Remember the Fairness Doctrine? It was an incredibly silly policy of the FCC from 1949 to 1987 requiring some form of "equal time" to "the other side" of controversial matters of public interest. It's a dumb idea because most issues have a lot more than two sides, and simply pitting two arguments against one another tends to do little to elucidate actual truth -- but does tend to get people to dig in more. However, despite the fact that the fairness doctrine was killed more than 30 years ago, Republicans* regularly claim that it's about to be brought back.
* Our general policy is not to focus on political parties, unless it's a necessary part of the story, and in this case it is. If you look at people freaking out about the supposed return of the fairness doctrine (which is not returning) it is always coming from Republicans, stirring up their base and claiming that Democrats are trying to bring back the fairness doctrine to silence the Rush Limbaughs and Sean Hannitys of the world.
But that's why it's so bizarre that Ted Cruz has taken to the pages of Fox News... to incorrectly claim that the fairness doctrine applies to the internet based on his own tortured (i.e. dead wrong) reading of Section 230 of the Communications Decency Act. We already discussed how wrong Cruz was about CDA 230 in his questions to Mark Zuckerberg (while simultaneously noting how ridiculous Zuck's responses were).
In his Fox News op-ed, Cruz argues that if a platform is "non-neutral" it somehow loses CDA 230 protections:
Section 230 of the Communications Decency Act (CDA) states: "No provider or user of an interactive computer service shall be treated as the publisher or speaker of any information provided by another information content provider."
This is a good provision. It means that, for example, if you run a blogging platform and someone posts a terrorist threat in the comments section, you’re not treated as the person making the threat. Without Section 230, many social media networks could be functionally unable to operate.

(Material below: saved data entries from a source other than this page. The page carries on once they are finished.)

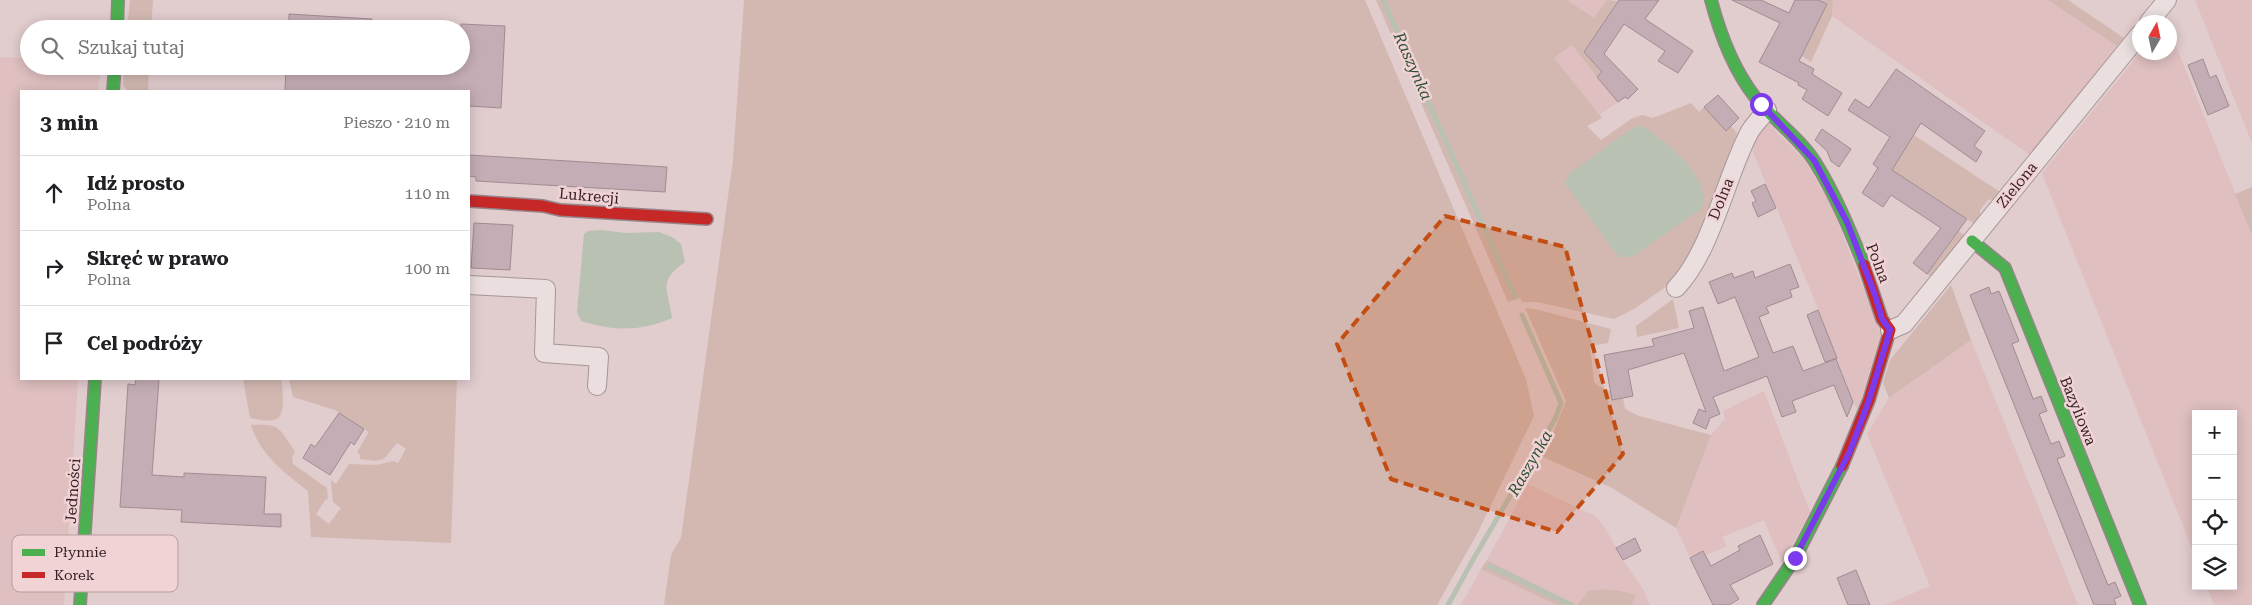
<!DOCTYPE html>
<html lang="pl">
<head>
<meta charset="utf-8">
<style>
	:root { --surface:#fff; --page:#f6f6f6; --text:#202124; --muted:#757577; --line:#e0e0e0 }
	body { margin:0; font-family:"Roboto Serif",serif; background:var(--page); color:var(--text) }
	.controls { position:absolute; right:15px; bottom:15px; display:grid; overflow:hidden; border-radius:0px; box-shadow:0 2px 12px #0003 }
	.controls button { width:45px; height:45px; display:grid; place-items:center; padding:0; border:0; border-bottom:1px solid var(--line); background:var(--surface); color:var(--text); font:25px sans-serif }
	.compass { position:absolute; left:2132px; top:15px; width:45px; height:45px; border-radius:50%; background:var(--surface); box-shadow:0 2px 12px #0003; rotate:9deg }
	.stop { position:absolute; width:15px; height:15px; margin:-11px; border:4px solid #7c3aed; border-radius:50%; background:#fff }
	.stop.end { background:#7c3aed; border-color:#fff; box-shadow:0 1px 5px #0008 }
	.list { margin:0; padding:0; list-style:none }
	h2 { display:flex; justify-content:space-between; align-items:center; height:65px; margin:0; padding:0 20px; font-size:21px }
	h2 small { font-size:16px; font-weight:400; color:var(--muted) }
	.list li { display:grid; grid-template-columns:32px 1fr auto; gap:15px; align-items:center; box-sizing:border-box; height:75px; padding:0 20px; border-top:1px solid var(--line) }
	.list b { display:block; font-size:19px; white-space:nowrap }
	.list p { margin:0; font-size:16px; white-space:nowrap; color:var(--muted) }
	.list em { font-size:16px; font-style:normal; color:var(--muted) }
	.icon { flex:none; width:28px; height:28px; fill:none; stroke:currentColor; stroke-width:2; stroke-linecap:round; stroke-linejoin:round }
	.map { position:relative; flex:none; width:2252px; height:605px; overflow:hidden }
	.search { position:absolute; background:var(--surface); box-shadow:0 2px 12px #0003; left:20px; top:20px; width:450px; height:55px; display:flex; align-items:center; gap:12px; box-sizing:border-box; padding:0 18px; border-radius:28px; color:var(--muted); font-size:19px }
	.panel { position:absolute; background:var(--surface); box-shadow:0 2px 12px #0003; left:20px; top:90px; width:450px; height:290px; border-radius:0px }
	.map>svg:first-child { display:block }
	.farmland { fill:#dfbfbf }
	.green { fill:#d2b8b1 }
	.water { fill:#b9c1b2 }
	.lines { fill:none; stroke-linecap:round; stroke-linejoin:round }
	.stream { stroke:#b9c1b2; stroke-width:5 }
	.building { fill:#c4adb4; stroke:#a08c92 }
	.street-casing { stroke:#a69698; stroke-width:20 }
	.fast-casing { stroke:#968588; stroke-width:14 }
	.jam-casing { stroke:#968588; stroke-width:14 }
	.street { stroke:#eadede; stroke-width:18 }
	.fast { stroke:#4caf50; stroke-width:11 }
	.jam { stroke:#c62828; stroke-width:11 }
	.route { stroke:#7c3aed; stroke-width:6 }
	.marked { fill:#c44d11; fill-opacity:0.2; stroke:#c44d11; stroke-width:4; stroke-dasharray:10 6; stroke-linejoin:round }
	.labels { text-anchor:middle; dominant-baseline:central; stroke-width:5; stroke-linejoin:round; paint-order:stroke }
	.street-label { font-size:15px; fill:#331f25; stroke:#f1d3d5 }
	.water-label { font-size:16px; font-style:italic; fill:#305135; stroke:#f1d3d5 }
	.key { fill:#f1d3d5; stroke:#b89da0; stroke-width:1 }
	.key-label { font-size:14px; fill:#331f25 }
</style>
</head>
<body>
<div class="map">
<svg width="2252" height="605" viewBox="0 0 2252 605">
	<rect width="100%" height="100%" fill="#e1ccce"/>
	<path class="farmland" d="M1567,0H1607L1594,19Z
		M1833,0H2048L2117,46L2030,155L1832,16Z
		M2195,0H2252V143Z
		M2170,31L2252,235V605H2214L2207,586H2233V414H2196V558L2042,173L2140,53L2170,52Z
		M1572,45L1618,102L1599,115L1554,58Z
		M0,57L29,58V66H101L98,91H21V379H78L64,605H0Z
		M1768,123L1805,161L1832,207L1881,334L1858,409L1854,404L1822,318L1777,209L1765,184L1766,183L1751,147Z
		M1971,340L2078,605H1885L1930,586L1867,434L1889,398Z
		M1764,391L1810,512L1782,563L1764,520L1722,537L1727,546L1706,555L1703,551L1690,557L1676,528L1711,435L1725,419L1723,411Z
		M1528,484L1595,516L1604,526L1623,560L1643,589L1650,605H1634L1588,591L1577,605L1487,560Z
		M1481,569L1556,605H1461Z"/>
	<path class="green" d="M130,0H153L151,29H127Z
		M744,0H1365L1526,379L1534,416L1477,534L1437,605H664L671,555L681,538L733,160Z
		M1376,0H1567L1594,18L1607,0L1618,1L1584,52L1602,72L1597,77L1572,45L1554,58L1602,118L1587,126L1601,140L1631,119L1642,115L1653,118L1691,103L1699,112L1704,107L1731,126L1737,133L1720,184L1680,277L1634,309L1614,319L1537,302H1522L1520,298L1508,302Z
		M1818,0H1833L1832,16L1811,62L1802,56L1826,4Z
		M2048,0H2068L2124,38L2117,46Z
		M124,66H149L148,91H128L123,85Z
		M1914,135L2000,192L1995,199L1988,200L1980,210V217L1975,224L1903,177L1889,175Z
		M2252,187V235L2235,194Z
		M1959,231L1964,235L1965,239L1933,279L1927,274Z
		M1951,285L1971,340L1889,398L1883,383L1890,360Z
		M1673,299L1679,328L1637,337L1636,326Z
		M1525,308L1535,309L1611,329L1608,343L1590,346L1594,382C1598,388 1615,392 1623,398L1625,409L1639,416L1711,435L1676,528L1612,488L1543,457L1566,401Z
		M243,379H281C283,387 285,414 278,418C271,423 258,419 250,418Z
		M289,379H457L451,543L311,537L308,491C285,473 260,455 251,425C282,424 277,427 295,451L292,458L293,464L327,488L328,500L326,499L316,514L329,524L341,508L333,502L331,480L336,484L349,464L376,465L394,461L398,463L406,449L397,443L384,459L376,461L360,459V455L357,452L369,432L335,410L293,397Z
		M1487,560L1577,605L1588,591C1604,588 1620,590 1636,595L1632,603L1634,605H1556L1481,569Z"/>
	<path class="water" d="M1641,125C1663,139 1715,179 1701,209L1632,257H1619L1565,184L1569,174L1628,131Z
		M602,230L625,233L659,232L672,237L681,244L685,262C657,282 668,288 672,318C639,332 615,331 581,321L577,312L584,234L588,231Z"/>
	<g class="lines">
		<path class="stream" d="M1383,0L1515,297
			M1490,566L1571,605
			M1448,605L1474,558L1555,419L1561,403L1522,315"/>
	</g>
	<path class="building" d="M1619,0H1659L1645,19L1693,51L1678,73L1658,61L1665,51L1624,24L1604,54L1638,89L1628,99L1625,97L1618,102L1597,77L1602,72L1584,52Z
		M1732,0H1761L1789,13L1795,0H1818L1827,4L1799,61L1814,69L1812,74L1842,93L1828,116L1802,99L1807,90L1798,85L1799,83L1759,62L1780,23Z
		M289,14L372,19V29H289Z
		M461,24L505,26L501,108L469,106V91H285L286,66H461Z
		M2203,59L2210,78L2216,75L2229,106L2208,115L2188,65Z
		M1896,69L1985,131L1974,146L1982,152L1976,162L1921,123L1892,170L1967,219L1927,274L1913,263L1941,228L1891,195L1883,207L1862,193L1878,168L1873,164L1890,137L1848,110L1855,99L1869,108Z
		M1718,95L1739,118L1726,131L1704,107Z
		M1822,129L1851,149L1839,167L1831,161L1827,151L1815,140Z
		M469,155L667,167L665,192L476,181V177L469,176Z
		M1765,184L1776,208L1758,217L1752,203L1756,201L1751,191Z
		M474,223L513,225L510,270L471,268Z
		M1790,264L1799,287L1790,290L1792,297L1766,307L1769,313L1759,317L1773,353L1793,346L1803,371L1836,359L1853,402L1847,417L1834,385L1792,401L1796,412L1782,417L1767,376L1713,397L1720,414L1710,418L1706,429L1693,423L1699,409L1706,412L1684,353L1628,370L1633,396L1612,400L1604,355L1654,346L1652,339L1694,328L1689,311L1703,307L1724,371L1759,357L1735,297L1718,304L1709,282L1732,273L1734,278L1753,271L1755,278Z
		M1989,287L1991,294L1999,291L2019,341L2012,344L2031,393L2033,399L2041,396L2047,411L2039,414L2051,444L2059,441L2065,456L2057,459L2108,585L2115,582L2121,596L2114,599L2116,605H2094L2009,392L1970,295Z
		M1818,310L1837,358L1825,362L1807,315Z
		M136,379H159L152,475L184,477V473L266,477L264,514H281V527L181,522L182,510L120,507L128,384L135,385Z
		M339,413L364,429L354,445L351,442L330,475L303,458L311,444L315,447Z
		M1760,535L1773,564L1730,585L1739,599L1729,605H1713L1690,558L1703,551L1711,566L1740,550L1738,546Z
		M1635,538L1641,551L1623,560L1616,548Z
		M1856,570L1870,605H1848L1837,578Z"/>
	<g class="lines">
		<g class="street-casing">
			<path id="street" d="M2149,22L2167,0
				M469,285L546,289L544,353L599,357L597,386
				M1676,288C1711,252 1725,180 1748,135C1752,126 1761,118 1767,110
				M1890,330L1904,324L2140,34"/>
		</g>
		<g class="fast-casing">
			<path id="fast" d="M1711,0C1720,34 1733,69 1755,97C1772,119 1800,138 1815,162C1835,194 1850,230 1864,265
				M117,29L118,0
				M113,91L115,66
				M1972,241L2005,268L2140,605
				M80,605L95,379
				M1763,605L1795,558L1842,466"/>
		</g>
		<g class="jam-casing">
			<path id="jam" d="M469,201L543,206L560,210L707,219
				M1842,466L1869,400L1890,330L1882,319L1864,265"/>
		</g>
		<use href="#street" class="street"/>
		<use href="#fast" class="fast"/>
		<use href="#jam" class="jam"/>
	</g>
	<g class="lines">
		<path class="route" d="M1761,104L1814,160L1847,222L1875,295L1882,319L1890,330L1869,400L1850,451L1795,558"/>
	</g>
	<path class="marked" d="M1445,216L1565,247L1623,454L1557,532L1391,479L1337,344Z"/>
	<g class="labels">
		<g class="street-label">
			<text transform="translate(2017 185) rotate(-51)">Zielona</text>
			<text transform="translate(589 196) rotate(5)">Lukrecji</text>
			<text transform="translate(1721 199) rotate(-68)">Dolna</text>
			<text transform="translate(1878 263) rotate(69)">Polna</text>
			<text transform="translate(2078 411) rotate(68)">Bazyliowa</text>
			<text transform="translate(73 491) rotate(-86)">Jedności</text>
		</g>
		<g class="water-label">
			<text transform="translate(1413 66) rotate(66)">Raszynka</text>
			<text transform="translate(1530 463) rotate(-60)">Raszynka</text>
		</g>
	</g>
	<rect x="12" y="535" width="166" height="57" rx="8" class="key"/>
	<rect x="22" y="549" width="23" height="7" fill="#4caf50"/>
	<rect x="22" y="572" width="23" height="6" fill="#c62828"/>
	<g class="key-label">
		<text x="54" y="557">Płynnie</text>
		<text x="54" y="580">Korek</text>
	</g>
</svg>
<div class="controls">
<button>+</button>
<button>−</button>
<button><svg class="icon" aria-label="locate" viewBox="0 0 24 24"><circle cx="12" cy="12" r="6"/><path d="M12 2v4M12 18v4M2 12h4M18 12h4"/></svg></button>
<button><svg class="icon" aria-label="layers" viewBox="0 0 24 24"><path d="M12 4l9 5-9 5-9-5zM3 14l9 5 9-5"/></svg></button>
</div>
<svg class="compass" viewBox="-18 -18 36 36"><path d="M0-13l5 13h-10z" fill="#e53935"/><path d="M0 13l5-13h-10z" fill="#757577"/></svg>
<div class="stop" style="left:1761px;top:104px"></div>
<div class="stop end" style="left:1795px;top:558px"></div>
<div class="search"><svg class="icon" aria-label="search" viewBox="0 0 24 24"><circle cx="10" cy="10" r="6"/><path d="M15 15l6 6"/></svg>Szukaj tutaj</div>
<section class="panel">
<h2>3 min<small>Pieszo · 210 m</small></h2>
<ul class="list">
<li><svg class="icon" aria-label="ahead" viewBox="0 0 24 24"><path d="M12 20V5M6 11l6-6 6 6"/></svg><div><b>Idź prosto</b><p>Polna</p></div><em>110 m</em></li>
<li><svg class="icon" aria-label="right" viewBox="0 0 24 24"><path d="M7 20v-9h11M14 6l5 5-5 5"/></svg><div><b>Skręć w prawo</b><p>Polna</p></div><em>100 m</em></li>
<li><svg class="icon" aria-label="arrive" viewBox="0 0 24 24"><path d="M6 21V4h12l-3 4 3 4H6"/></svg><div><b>Cel podróży</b></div></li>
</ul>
</section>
</div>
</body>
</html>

In order to be protected by Section 230, companies like Facebook should be “neutral public forums.” On the flip side, they should be considered to be a “publisher or speaker” of user content if they pick and choose what gets published or spoken.
This is Cruz only reading Section (c)(1) of CDA 230, and totally ignoring the part right after it that says:
No provider or user of an interactive computer service shall be held liable on account of any action voluntarily taken in good faith to restrict access to or availability of material that the provider or user considers to be obscene, lewd, lascivious, filthy, excessively violent, harassing, or otherwise objectionable, whether or not such material is constitutionally protected
There's plenty of case law that has made it clear that moderating content on your platform doesn't make you liable under CDA 230. The very point of this section was to encourage exactly this kind of moderation. Indeed, this part of the CDA was added directly in response to the infamous Stratton Oakmont v. Prodigy case, where Prodigy was found liable for certain posts in part because it moderated other messages.
Now, you could claim that Cruz is not misreading the law -- but rather he's advocating a return to the days of that Stratton Oakmont ruling being law. After all he says "Facebook should be 'neutral public forums.'" But, that's both an impossible standard (what the hell is "neutral" in this context anyway?) and basically calling for a return to the fairness doctrone.
Republicans, who have spent years freaking out about the fairness doctrine should be really pissed off at Cruz for basically demanding not just a return of the fairness doctrine, but demanding it for all online platforms and setting it at an impossible standard.
And, of course, this is the same Cruz who has railed against the fairness doctrine itself in the past.
"You know, the Obama FCC has invoked the Fairness Doctrine a number of times with sort of wistful glances to the past. Nostalgia," he said. "You know if I had suggested years ago that the Obama administration would send government observers into the newsrooms of major media organizations, that claim would have been ridiculed. And yet that is exactly what the FCC did."
Amusingly, this was right after he railed against the Obama FCC for pushing for net neutrality.
So... to sum up Ted Cruz's views on the internet, net neutrality is evil and attack on free speech, but platform "neutrality" is necessary. How does that work? Oh, and the fairness doctrine is censorship, but Facebook needs to engage in a form of the fairness doctrine or face stifling civil liability.
It's almost as if Ted Cruz has no idea what the fuck he's talking about concerning internet regulations, free speech, neutrality and fairness -- but does know that if he hits on certain buzzwords, he's sure to fire up his base.